Dr. Erin Oldford’s paper, Can Student-managed Investment Funds (SMIFs) Narrow the Environmental, Social and Governance (ESG) Skills Gap?, examines ESG pedagogy within undergraduate finance courses and demonstrates how business schools may use SMIFs to incorporate ESG skills and understanding.

Dr. Oldford is an associate professor of finance and associate dean (undergraduate programs and accreditation).

Her paper was co-authored with Neal Willcott (MBA’16, M.Sc.’18) and Tanner Kennie (B.Comm.(Co-op.)’22). The latter is an alumnus of The Fund, the SMIF at Memorial University.
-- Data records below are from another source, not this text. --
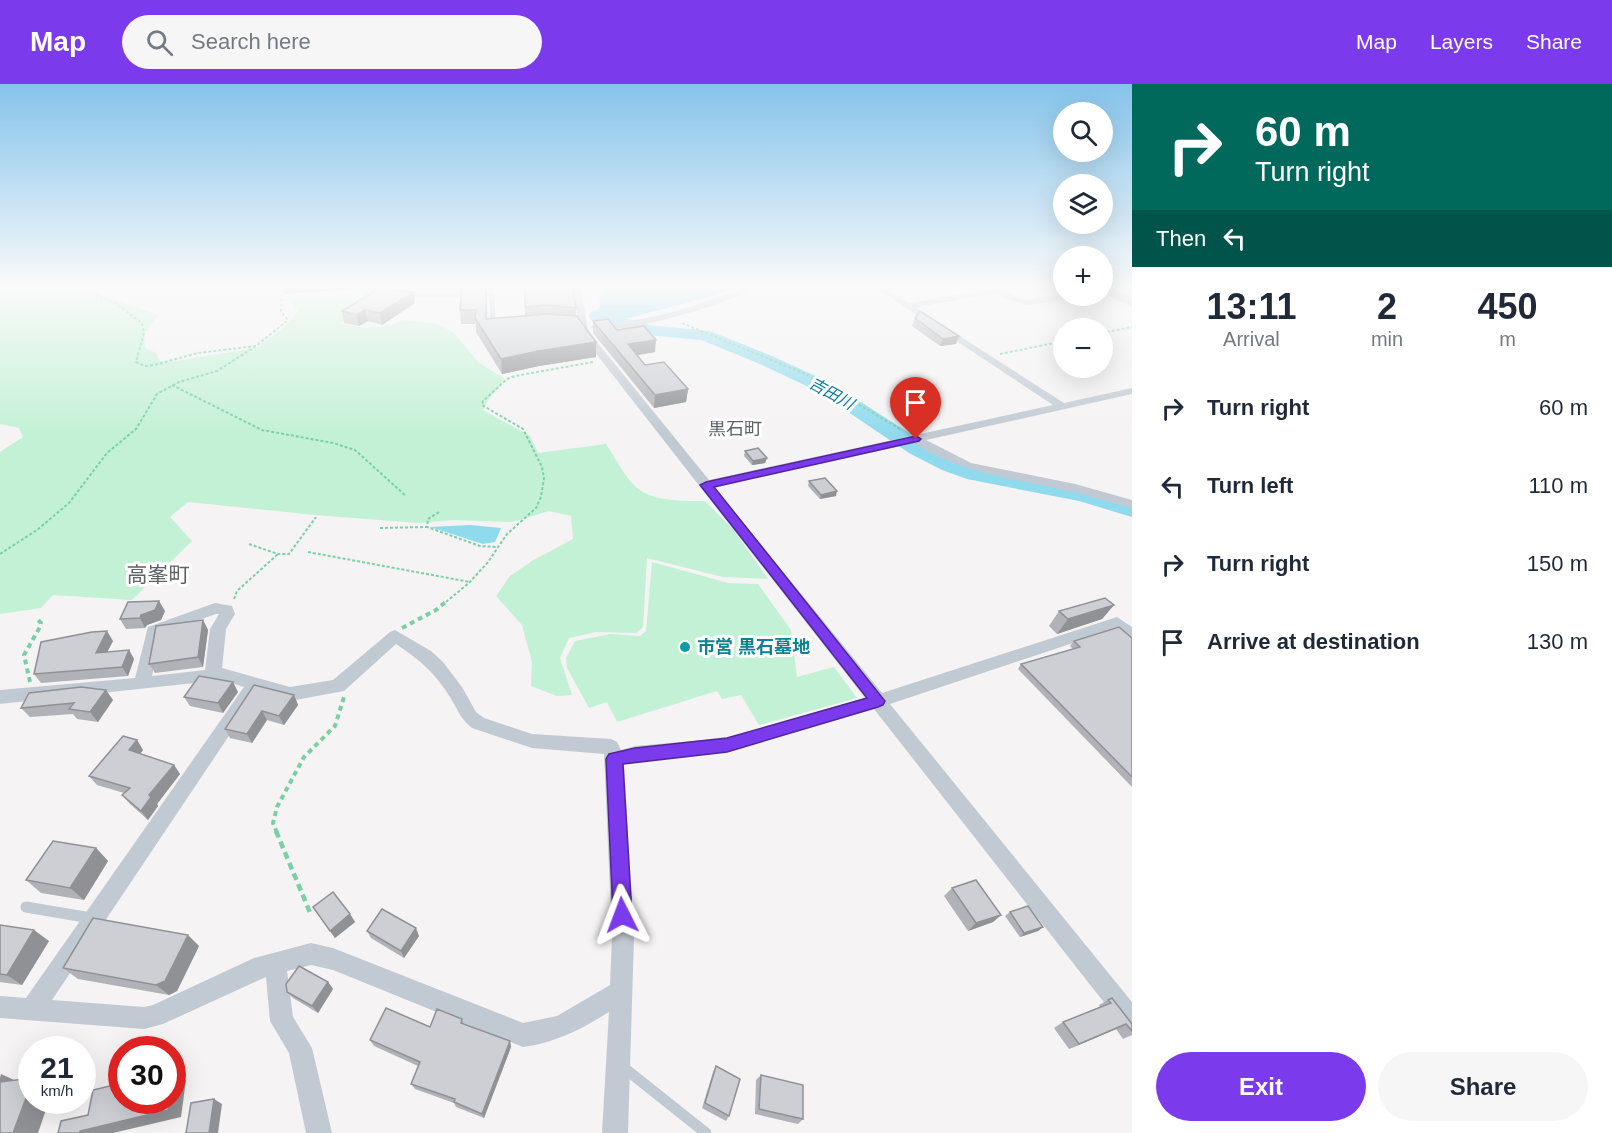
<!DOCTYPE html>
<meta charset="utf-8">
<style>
body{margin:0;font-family:Helvetica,"Noto Sans JP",sans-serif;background:#f6f6f7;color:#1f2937;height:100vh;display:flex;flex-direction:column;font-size:22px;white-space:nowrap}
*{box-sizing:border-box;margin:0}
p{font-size:20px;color:#747a83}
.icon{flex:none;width:33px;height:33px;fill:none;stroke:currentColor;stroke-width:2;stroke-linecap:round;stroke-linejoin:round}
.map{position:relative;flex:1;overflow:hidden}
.panel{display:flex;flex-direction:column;background:#fff;width:480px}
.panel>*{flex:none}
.top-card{background:#00695c;color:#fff;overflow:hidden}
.fabs{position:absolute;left:1053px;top:18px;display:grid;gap:12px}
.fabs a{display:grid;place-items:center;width:60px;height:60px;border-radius:50%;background:#fff;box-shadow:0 6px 24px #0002;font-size:30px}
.speed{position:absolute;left:18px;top:952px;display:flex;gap:12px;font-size:30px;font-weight:700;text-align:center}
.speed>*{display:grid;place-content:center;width:78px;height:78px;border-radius:50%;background:#fff;box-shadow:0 6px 24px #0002;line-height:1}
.speed small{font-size:15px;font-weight:400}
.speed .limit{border:9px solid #d22;background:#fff;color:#111}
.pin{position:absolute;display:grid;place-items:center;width:51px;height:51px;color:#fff;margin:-62px -26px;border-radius:50% 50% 50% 0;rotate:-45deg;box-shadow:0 0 6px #0007}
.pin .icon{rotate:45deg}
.me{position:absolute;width:66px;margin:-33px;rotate:357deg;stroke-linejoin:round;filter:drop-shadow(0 0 4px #0008)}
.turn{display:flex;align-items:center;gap:21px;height:126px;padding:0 24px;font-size:27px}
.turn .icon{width:78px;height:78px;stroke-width:2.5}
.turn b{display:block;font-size:42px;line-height:51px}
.then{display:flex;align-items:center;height:57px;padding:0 24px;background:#0003;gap:12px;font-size:22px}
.eta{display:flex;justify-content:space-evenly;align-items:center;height:102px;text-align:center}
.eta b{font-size:36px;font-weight:600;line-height:42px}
.cta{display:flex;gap:12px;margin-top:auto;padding:12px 24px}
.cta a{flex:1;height:69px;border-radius:36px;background:#7c3aed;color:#fff;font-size:24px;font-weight:600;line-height:69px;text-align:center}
.cta a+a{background:#f6f6f7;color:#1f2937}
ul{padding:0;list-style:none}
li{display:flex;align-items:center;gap:18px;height:78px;padding:0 24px}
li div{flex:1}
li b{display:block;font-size:22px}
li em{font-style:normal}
header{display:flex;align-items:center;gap:36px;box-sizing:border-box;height:84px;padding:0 30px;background:#7c3aed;color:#fff}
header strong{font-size:28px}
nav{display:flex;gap:33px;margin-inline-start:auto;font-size:21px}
.search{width:420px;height:54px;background:#f6f6f7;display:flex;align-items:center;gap:15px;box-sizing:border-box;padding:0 21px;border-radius:33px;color:#747a83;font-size:22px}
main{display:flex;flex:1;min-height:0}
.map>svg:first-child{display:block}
</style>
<header>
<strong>Map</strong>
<div class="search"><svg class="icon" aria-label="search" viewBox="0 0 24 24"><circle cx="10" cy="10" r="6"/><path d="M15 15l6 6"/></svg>Search here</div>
<nav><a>Map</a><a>Layers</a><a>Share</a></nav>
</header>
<main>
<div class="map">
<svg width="1132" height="1049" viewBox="0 0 1132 1049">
<rect width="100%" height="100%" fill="#f5f3f3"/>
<g fill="#c3f1d5">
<path d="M0,204H53L92,207L158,231L144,250L145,264L156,269L160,277L170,278L256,264L282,245L298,228L290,214L361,211L362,204H394L339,240L366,244L387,242L404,236L438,240L453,248L479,279L505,295L488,316L483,326L530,352L538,369L606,360C615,373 624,392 636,403C653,418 684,417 705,417L733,445L768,495L723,493L647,474L643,543L636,549L596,548L569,554L560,574L572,611L557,612L531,602L532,578L522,541L496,512L510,492L532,477L573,455L571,432L549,427L512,438L454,436L419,439L315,431L188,418L170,433L192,457L132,516L53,511L41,524L0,530V368L23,353L19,344L0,340Z"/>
<path d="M652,478L728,499L758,500L791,546L797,593L834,583L857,614L759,641L741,611L722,615L717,607L617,638L607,618L589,624L567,584L566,574L575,557L610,550L640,552L646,547Z"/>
</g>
<g fill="#90daee">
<path d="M608,204H732L716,211L622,236L595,229L600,223L599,211Z"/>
<path d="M470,441L501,444L495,458L483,460L430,443Z"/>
</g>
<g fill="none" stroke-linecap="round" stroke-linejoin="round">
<path fill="#90daee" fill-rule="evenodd" d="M653,204H674L672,207L613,231L648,241L710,247L772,272L831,299L925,359L958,376L980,384L1083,404L1132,418V433L1079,417L967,395L942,386L909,369L817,307L760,280L701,256L647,251L591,236L589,232L591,228Z"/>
<g stroke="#7ad0a6" stroke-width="2" stroke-dasharray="3 2" stroke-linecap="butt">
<path d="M82,204L118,221L142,239L144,249L136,278L145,282L154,281L198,269L256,262L288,236L281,227L282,204"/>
<path d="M682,239L808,291L902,346"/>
<path d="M1102,249L1132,243"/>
<path d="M1000,270L1064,257"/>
<path d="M172,301L262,346L333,359L355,366L406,412"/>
<path d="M439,428L428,435L427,443L480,462L497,463"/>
<path d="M380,444L427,443"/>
<path d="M249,460L278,470H289L316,433"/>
<path d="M308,468L470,498"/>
<path d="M0,470L37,446L69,419L107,369L136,345L157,310L179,298L217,287L256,262"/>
<path d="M234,515L237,507L278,470"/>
<path d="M446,518L470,498L488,478L507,450L536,424L541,413L544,394L542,383L523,345L482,321L483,317L507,295L515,292L593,278"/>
</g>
<g stroke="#7ad0a6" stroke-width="4" stroke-dasharray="5 4" stroke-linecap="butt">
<path d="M402,544L436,526L448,516"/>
<path d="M30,598L24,571L40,543L41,539L38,536"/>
<path d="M277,749L273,739L277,723L304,673L335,642L344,613"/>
</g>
<path stroke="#7ad0a6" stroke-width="4.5" stroke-dasharray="7 4.5" stroke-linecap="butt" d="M276,747L311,831"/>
<g stroke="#c1cad2" stroke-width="5">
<path d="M458,204L459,211L492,210L493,242"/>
<path d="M997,208L1026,219L1069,212"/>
<path d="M406,211H459"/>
<path d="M908,222L1005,205"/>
</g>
<g stroke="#c1cad2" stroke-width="11">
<path d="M26,823L91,834"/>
<path d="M623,983L706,1049"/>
</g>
<g fill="#c1cad2" fill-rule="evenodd">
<path d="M573,204H581L588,247L709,396L1053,321L876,204H885L1064,319L1132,304V310L926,356L971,379L1075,400L1132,416V424C1109,418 1087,411 1064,406C1011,394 960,389 914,359L714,403L882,609L1117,533L1132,543V557L1115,545L890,620L1132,918V947L1124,944L874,625L727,668L624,680L634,853L628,1049H602L609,928C582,945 555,959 523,963L333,886L311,881L287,887L293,933L312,964L332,1049H306L289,969L270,937L266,893L163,940L144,945L0,934V912L26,914L244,603L222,596L0,620V606L135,594L148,543L215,519L232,522L235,530L226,545L222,584L290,603L333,596L390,548L395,546L431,567L443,578L462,603L476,628L484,634L532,650L611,655L617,658L621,666L635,662L727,654L865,614L580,249ZM216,530H219L210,545L205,586L152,592L160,550ZM396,560C419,575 436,590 450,613C457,624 461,636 472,644L532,664L604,670L612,853L610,901L557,932L523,939L333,864L311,859L254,874L153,921L144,923L52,916L259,607L290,617L344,607Z"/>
<path d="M743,204H754C736,218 608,256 590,243L595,240C646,239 696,222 743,204Z"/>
</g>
<path fill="#c1cad2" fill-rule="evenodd" d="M1102,204H1112L1132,214V223L1102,208Z"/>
</g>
<g fill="#b0b2b7">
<path d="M462,204H500V205H486L487,235L525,232V204L576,224V232L596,273L539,282L502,290L476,248V240H461L460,226Z"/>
<path d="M415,219L382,241L368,237L359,242L344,239L342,227Z"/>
<path d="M915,234L956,260L940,262L912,242Z"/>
<path d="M593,237L617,246L655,268L637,271L645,281L688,305L686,318L654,324L593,249Z"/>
<path d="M745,367L767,374L765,379L752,381L744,372Z"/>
<path d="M809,397L836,412L820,415L808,402Z"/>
<path d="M1114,521L1102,535L1057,550L1049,542L1059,527Z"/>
<path d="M165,527L161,536L147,541L145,544L126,545L120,535Z"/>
<path d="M203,536L208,546L203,583L155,589L149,580Z"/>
<path d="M1132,554V703L1018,585L1021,580L1073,565L1070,562L1074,557Z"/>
<path d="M113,557L107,568L129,566L134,575L128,592L41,599L34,590Z"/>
<path d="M238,608L223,629L190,622L184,613Z"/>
<path d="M294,611L298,621L284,641L267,636L252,659L230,654L225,645Z"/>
<path d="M113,616L98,638L77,635L73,630L30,633L21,624Z"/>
<path d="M137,656L143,666L140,670L174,681L180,690L157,720L158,722L148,736L130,720L122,711L124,709L97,701L89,692Z"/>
<path d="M96,764L108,777L84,816L41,809L26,796Z"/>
<path d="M952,804L1001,831L993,838L968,847L944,812Z"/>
<path d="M313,823L350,830L355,838L335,854Z"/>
<path d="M1010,828L1043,843L1038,847L1020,853L1005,832Z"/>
<path d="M0,841L49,857L22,901L0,898Z"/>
<path d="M367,847L419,852L404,874L371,854Z"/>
<path d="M199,862L177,907L169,911L78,895L63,884Z"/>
<path d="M328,898L333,905L318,929L293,914L287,908Z"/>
<path d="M1108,916L1132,940V951L1123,955L1116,945L1069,965L1054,944L1063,938L1100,923L1099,921Z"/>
<path d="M462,935L464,940L510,957L511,963L484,1034L456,1023L454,1019L415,1005L411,1000L418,982L374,962L370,956Z"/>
<path d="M716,982L729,1032L726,1037L702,1024L713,988Z"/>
<path d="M761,991L803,1035L798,1040L755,1030L756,996Z"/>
</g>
<g fill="#909195">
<path d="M283,204H354V205L284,210Z"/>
<path d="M414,208L415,219L382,241L380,229Z"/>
<path d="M365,226L368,237L359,242L357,231Z"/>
<path d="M959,252L956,260L940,262L943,255Z"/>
<path d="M656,256L655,268L627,273L628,260Z"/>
<path d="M596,258V273L539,282L502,290L501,275L538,267Z"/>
<path d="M688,305L686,318L654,324L655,311Z"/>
<path d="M767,374L765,379L752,381L753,377Z"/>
<path d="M837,407L836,412L820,415L821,411Z"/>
<path d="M159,517L165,527L161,536L147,541L145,544L140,534L141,531Z"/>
<path d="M1114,521L1102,535L1057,550L1068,535Z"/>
<path d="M203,536L208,546L203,583L198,573Z"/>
<path d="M107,547L113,557L102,578L96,569Z"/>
<path d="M129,566L134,575L128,592L122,583Z"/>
<path d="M233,598L238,608L223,629L218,619Z"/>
<path d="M106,606L113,616L98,638L90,628Z"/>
<path d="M294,611L298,621L284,641L279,632Z"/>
<path d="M262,627L267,636L252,659L247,650Z"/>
<path d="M137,656L143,666L136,675L129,666Z"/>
<path d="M174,681L180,690L157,720L158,722L148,736L141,727L149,711Z"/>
<path d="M96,764L108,777L84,816L70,804Z"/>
<path d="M350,830L355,838L335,854L330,847Z"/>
<path d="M1001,831L993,838L968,847L976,839Z"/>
<path d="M1043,843L1038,847L1020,853L1024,849Z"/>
<path d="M416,844L419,852L404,874L401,867Z"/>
<path d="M34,846L49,857L22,901L7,891Z"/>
<path d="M188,851L199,862L177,907L169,911L156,901Z"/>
<path d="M328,898L333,905L318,929L312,922Z"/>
<path d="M1126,940L1116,945L1069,965L1079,960Z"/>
<path d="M510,957L511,963L484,1034L482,1030Z"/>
<path d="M174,988L186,996L181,1033L113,1049H80V1047L170,1017H172V997Z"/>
<path d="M1,990L23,1000L0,999V994Z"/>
<path d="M32,998V1017H49L38,1049H13Z"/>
<path d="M214,1015L222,1020L218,1049H209Z"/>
</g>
<g fill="#cdcfd5" stroke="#909195" stroke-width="1.5">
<path d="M380,204H389L394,206L414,208L380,229L365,226L357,231L342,227Z"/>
<path d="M462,204H486V235L547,230L577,232L596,258L538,267L501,275L475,234L476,226H460Z"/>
<path d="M525,204H573L576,224L547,221L525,223Z"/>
<path d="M920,227L959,252L943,255L915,234Z"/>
<path d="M608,235L617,246L644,242L656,256L628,260L645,281L664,278L688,305L655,311L593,237Z"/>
<path d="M758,364L767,374L753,377L745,367Z"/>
<path d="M825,394L837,407L821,411L809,397Z"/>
<path d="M1105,514L1114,521L1068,535L1059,527Z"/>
<path d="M159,517L155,526L141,531L140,534L120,535L128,518Z"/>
<path d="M203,536L198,573L149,580L156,542Z"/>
<path d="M1119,543L1132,554V693L1021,580L1080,563L1074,557Z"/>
<path d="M107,547L96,569L129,566L122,583L34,590L41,558L92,548Z"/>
<path d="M199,592L233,598L218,619L184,613Z"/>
<path d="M254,601L294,611L279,632L262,627L247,650L225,645Z"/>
<path d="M81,603L106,606L90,628L69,625L74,619L21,624L29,609Z"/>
<path d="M123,652L137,656L129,666L174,681L149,711L151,713L141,727L122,711L130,704L89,692Z"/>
<path d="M53,757L96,764L70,804L26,796Z"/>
<path d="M976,796L1001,831L976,839L952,804Z"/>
<path d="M333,808L350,830L330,847L313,823Z"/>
<path d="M1028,822L1043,843L1024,849L1010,828Z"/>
<path d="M382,825L416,844L401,867L367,847Z"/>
<path d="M93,834L188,851L165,897L156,901L63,884Z"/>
<path d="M0,841L34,846L7,891L0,890Z"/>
<path d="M299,882L328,898L312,922L287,908L286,900Z"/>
<path d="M1112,914L1132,940V947L1126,940L1079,960L1063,938L1111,919L1108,916Z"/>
<path d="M386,924L430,943L437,925L462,935L461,939L510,957L482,1030L454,1018L455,1015L411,1000L420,978L370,956Z"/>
<path d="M716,982L740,995L729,1032L705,1019Z"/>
<path d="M761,991L803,1001V1035L759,1025Z"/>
<path d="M32,994V998L13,1049H0V998Z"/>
<path d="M122,999V1017H170L168,1026L80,1047V1049H58L61,1037L88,1031L93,1006Z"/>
<path d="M214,1015L209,1049H186L191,1019Z"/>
</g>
<linearGradient id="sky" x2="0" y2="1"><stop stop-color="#85c3ea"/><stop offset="0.58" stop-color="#fafafa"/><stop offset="1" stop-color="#fafafa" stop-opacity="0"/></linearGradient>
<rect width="1132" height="350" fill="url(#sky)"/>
<path fill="#7c3aed" stroke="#51269a" stroke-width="1.5" d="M916,352L921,355L919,357L714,403L885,617L883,621L878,623L727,668L623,680L632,831L629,838L622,840L615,838L613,831L606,675L609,670L635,664L727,654L867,614L700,401L706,398Z"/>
<circle fill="#0f9aa8" stroke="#fff" stroke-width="2" cx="685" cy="563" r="6"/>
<g text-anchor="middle" stroke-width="6" stroke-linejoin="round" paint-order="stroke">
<g font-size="16" font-style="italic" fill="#0c7c9b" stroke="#fff">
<text transform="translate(832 309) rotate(29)" y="6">吉田川</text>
</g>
<g font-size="18" fill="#5f6368" stroke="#fff">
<text x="735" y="351">黒石町</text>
</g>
<g font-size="18" font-weight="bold" fill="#0d838f" stroke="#fff" text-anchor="start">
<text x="697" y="569">市営 黒石墓地</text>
</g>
<g font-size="21" fill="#5f6368" stroke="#fff">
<text x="158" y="498">高峯町</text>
</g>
</g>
</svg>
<div class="fabs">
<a><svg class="icon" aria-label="search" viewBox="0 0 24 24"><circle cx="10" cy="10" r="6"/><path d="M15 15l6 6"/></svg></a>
<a><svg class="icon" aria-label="layers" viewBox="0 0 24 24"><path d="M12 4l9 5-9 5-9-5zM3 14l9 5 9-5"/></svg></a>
<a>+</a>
<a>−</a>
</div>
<div class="speed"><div>21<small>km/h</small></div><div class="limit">30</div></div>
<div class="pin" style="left:916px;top:355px;background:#d93025"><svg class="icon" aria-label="arrive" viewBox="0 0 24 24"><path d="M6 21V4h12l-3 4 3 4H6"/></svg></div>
<svg class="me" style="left:622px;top:831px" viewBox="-20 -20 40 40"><path d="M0-17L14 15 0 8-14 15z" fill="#7c3aed" stroke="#fff" stroke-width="4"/></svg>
</div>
<section class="panel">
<div class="top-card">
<div class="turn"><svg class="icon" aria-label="right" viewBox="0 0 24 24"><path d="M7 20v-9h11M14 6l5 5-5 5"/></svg><div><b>60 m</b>Turn right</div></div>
<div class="then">Then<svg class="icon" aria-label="left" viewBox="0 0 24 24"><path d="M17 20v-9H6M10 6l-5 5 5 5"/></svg></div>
</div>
<div class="eta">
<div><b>13:11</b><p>Arrival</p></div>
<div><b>2</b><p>min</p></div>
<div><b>450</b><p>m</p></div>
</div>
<ul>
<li><svg class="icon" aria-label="right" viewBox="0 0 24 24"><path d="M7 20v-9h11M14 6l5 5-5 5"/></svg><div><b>Turn right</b></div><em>60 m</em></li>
<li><svg class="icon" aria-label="left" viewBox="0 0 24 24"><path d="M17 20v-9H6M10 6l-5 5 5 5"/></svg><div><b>Turn left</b></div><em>110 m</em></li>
<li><svg class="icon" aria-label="right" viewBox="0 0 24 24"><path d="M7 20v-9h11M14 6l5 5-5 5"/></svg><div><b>Turn right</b></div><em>150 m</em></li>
<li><svg class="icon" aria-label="arrive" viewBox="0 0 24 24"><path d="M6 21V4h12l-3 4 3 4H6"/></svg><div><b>Arrive at destination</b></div><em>130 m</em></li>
</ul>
<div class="cta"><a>Exit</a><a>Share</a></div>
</section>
</main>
Through content analysis of common textbooks and associated instructor material at Canadian business schools, Dr. Oldford found that traditional curricula continues to emphasize shareholder wealth creation with little attention given to ESG factors.

However, ESG factors are becoming more significant to investment decisions throughout the industry and gaining attention from academics, policy makers
and practitioners.

Dr. Oldford and her co-authors argue that as sustainable business practices and ESG considerations become more critical to investment decisions, students entering the investment industry must develop the necessary analytical skills to thrive.

In their study, the researchers contend that SMIFs allow for experiential learning that permits students to make investment decisions and see the direct results.

Such non-traditional venues, they say, also provide opportunities to develop ESG frameworks.

Their study demonstrates that adopting alternative settings where ESG skills can be integrated swiftly and efficiently, such as SMIFs, is an effective way to narrow the ESG skills gap.

Dr. Oldford’s paper was published in Managerial Finance.